Supplied material -

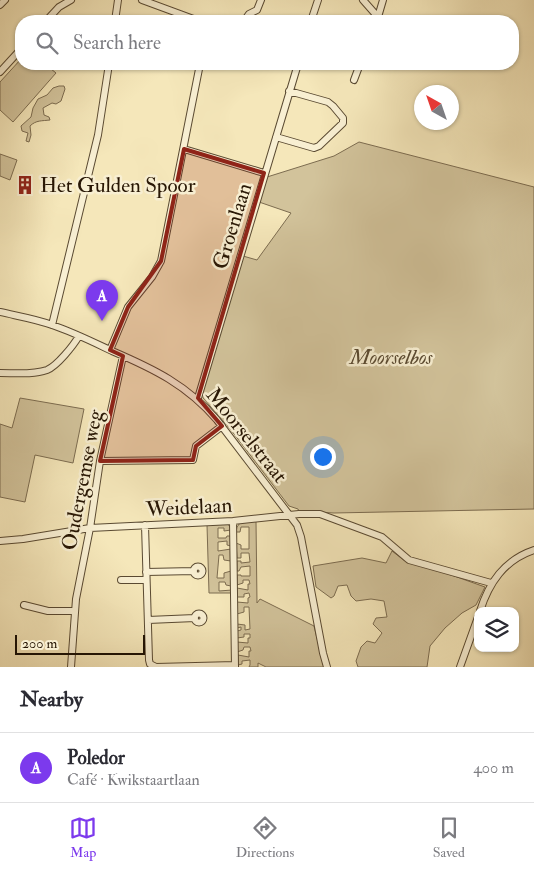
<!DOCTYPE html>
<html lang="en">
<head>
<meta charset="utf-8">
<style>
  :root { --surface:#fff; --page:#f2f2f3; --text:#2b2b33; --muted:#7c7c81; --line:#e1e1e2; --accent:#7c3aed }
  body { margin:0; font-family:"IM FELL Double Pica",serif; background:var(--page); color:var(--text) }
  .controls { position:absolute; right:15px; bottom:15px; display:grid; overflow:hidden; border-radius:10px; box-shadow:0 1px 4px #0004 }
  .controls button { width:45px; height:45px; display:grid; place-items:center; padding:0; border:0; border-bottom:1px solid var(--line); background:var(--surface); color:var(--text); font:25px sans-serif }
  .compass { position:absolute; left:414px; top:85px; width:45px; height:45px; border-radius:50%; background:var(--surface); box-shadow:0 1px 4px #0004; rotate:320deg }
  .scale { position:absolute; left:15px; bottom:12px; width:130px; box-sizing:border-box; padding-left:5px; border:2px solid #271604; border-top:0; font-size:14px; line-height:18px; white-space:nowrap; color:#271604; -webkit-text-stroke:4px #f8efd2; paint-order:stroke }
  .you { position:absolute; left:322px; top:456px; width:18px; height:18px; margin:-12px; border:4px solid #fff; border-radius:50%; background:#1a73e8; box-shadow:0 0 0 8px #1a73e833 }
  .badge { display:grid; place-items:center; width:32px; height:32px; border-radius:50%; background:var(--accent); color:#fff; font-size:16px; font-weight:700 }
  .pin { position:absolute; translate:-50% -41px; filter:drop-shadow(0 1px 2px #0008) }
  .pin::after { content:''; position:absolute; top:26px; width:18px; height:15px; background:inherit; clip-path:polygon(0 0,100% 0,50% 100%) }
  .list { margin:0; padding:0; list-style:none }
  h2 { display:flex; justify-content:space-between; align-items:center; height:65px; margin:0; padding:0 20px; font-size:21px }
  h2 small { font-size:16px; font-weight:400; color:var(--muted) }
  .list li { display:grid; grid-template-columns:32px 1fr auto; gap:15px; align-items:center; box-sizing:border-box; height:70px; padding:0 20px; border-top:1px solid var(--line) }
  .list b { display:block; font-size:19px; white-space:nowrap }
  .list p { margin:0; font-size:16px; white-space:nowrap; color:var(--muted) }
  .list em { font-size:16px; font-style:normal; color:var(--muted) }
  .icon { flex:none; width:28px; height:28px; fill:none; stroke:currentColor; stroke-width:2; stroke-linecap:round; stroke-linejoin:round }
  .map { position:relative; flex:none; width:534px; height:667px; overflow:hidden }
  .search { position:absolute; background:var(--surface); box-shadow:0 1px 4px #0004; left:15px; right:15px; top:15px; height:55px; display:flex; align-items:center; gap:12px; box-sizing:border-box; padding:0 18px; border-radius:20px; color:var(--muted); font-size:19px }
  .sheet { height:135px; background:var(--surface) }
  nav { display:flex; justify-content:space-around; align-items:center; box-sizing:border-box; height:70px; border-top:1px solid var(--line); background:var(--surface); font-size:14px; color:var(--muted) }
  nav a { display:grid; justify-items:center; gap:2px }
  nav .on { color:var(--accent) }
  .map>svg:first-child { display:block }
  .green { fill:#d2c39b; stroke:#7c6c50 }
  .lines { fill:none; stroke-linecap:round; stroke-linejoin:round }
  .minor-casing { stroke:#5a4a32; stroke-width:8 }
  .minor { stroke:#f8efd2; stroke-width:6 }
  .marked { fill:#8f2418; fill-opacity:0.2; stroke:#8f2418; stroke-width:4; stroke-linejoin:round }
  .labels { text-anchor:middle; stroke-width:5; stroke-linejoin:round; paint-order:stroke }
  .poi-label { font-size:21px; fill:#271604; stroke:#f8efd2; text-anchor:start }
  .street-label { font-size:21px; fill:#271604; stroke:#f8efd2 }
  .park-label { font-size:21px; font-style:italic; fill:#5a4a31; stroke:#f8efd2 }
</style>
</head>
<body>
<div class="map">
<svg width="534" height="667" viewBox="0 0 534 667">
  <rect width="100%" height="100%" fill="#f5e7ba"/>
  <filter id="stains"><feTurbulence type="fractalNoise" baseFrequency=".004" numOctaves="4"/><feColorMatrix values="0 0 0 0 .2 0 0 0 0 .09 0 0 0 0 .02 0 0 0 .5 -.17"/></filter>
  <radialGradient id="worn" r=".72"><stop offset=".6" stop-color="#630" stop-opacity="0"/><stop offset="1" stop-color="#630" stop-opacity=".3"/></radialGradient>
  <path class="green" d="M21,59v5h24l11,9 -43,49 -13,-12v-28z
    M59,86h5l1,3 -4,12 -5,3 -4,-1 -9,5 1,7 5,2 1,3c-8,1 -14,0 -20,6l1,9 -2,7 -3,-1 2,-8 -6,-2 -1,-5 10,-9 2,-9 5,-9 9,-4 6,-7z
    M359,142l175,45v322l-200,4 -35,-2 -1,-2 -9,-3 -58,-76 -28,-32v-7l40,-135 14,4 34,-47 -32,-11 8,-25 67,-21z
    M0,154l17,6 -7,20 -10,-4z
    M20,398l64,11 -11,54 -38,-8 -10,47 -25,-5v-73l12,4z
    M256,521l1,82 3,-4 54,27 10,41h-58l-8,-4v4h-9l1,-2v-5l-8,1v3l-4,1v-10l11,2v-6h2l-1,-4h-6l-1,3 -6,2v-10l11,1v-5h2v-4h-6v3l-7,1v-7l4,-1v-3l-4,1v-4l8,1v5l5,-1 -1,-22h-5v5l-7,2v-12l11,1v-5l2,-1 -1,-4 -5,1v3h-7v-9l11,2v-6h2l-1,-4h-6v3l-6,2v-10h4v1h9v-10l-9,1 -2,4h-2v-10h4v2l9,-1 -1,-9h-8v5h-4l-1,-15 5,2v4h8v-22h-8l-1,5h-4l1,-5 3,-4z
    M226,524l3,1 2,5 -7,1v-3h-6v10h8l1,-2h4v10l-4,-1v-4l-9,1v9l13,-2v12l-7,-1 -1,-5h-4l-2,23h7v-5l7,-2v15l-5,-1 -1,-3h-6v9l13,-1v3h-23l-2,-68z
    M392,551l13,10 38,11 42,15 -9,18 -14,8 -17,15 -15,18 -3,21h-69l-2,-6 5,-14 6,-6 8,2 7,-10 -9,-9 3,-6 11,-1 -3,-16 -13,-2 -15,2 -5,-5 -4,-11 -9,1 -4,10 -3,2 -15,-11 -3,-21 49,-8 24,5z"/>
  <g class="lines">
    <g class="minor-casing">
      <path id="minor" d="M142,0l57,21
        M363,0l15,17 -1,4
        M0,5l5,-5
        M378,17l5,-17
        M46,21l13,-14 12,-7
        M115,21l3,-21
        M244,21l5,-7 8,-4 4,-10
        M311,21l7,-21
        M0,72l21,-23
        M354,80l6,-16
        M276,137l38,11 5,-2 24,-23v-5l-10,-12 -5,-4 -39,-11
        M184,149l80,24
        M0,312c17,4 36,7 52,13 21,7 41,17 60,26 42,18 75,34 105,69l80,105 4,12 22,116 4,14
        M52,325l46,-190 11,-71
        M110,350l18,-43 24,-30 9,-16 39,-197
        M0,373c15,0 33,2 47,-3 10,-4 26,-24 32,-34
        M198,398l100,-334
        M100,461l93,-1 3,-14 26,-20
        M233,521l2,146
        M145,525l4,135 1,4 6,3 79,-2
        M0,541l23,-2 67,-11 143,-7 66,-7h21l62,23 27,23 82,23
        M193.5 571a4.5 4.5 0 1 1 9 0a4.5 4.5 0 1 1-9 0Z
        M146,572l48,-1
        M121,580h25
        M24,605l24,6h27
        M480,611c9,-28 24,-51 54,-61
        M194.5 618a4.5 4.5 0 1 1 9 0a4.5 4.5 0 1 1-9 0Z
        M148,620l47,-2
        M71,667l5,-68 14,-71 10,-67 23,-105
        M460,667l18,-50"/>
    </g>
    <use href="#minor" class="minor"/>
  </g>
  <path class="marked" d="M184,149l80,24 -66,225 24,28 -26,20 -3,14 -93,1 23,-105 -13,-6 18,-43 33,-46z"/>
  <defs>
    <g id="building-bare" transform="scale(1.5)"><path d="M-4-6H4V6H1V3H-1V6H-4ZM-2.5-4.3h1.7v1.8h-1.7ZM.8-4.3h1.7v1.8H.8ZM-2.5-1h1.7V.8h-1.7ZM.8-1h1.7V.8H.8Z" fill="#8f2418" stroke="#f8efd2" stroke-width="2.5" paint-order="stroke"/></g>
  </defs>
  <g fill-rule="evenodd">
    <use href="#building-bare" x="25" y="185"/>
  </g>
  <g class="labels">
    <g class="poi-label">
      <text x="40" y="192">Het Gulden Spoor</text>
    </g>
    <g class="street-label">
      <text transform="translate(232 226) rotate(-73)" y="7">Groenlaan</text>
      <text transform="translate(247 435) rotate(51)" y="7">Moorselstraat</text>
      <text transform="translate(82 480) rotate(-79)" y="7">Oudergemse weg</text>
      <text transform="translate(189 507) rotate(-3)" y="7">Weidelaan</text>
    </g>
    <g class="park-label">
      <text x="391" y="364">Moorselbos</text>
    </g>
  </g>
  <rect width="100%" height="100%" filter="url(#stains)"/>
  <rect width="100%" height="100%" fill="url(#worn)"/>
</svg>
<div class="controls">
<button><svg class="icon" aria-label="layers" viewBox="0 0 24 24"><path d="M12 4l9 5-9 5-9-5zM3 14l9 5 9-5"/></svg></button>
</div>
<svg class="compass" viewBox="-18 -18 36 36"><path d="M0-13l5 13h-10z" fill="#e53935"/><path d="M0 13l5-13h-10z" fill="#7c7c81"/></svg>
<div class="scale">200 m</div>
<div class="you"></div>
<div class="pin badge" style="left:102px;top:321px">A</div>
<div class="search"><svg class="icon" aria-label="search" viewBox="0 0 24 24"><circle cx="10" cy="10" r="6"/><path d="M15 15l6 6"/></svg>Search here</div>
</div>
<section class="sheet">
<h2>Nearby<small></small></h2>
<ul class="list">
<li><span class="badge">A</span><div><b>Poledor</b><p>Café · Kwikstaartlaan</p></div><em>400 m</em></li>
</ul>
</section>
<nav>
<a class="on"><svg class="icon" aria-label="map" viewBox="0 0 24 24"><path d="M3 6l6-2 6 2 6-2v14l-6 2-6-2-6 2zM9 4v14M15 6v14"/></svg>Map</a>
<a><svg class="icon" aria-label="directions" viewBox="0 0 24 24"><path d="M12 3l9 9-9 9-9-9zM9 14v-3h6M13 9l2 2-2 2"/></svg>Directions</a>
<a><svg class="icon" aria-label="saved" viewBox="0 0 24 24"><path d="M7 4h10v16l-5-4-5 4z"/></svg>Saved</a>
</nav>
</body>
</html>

Task description - Print exactly and only the lines that start at the line with "4l9 5-9 5-9-5zM3" and run through the end of the listing above.

Exercise answer -
<button><svg class="icon" aria-label="layers" viewBox="0 0 24 24"><path d="M12 4l9 5-9 5-9-5zM3 14l9 5 9-5"/></svg></button>
</div>
<svg class="compass" viewBox="-18 -18 36 36"><path d="M0-13l5 13h-10z" fill="#e53935"/><path d="M0 13l5-13h-10z" fill="#7c7c81"/></svg>
<div class="scale">200 m</div>
<div class="you"></div>
<div class="pin badge" style="left:102px;top:321px">A</div>
<div class="search"><svg class="icon" aria-label="search" viewBox="0 0 24 24"><circle cx="10" cy="10" r="6"/><path d="M15 15l6 6"/></svg>Search here</div>
</div>
<section class="sheet">
<h2>Nearby<small></small></h2>
<ul class="list">
<li><span class="badge">A</span><div><b>Poledor</b><p>Café · Kwikstaartlaan</p></div><em>400 m</em></li>
</ul>
</section>
<nav>
<a class="on"><svg class="icon" aria-label="map" viewBox="0 0 24 24"><path d="M3 6l6-2 6 2 6-2v14l-6 2-6-2-6 2zM9 4v14M15 6v14"/></svg>Map</a>
<a><svg class="icon" aria-label="directions" viewBox="0 0 24 24"><path d="M12 3l9 9-9 9-9-9zM9 14v-3h6M13 9l2 2-2 2"/></svg>Directions</a>
<a><svg class="icon" aria-label="saved" viewBox="0 0 24 24"><path d="M7 4h10v16l-5-4-5 4z"/></svg>Saved</a>
</nav>
</body>
</html>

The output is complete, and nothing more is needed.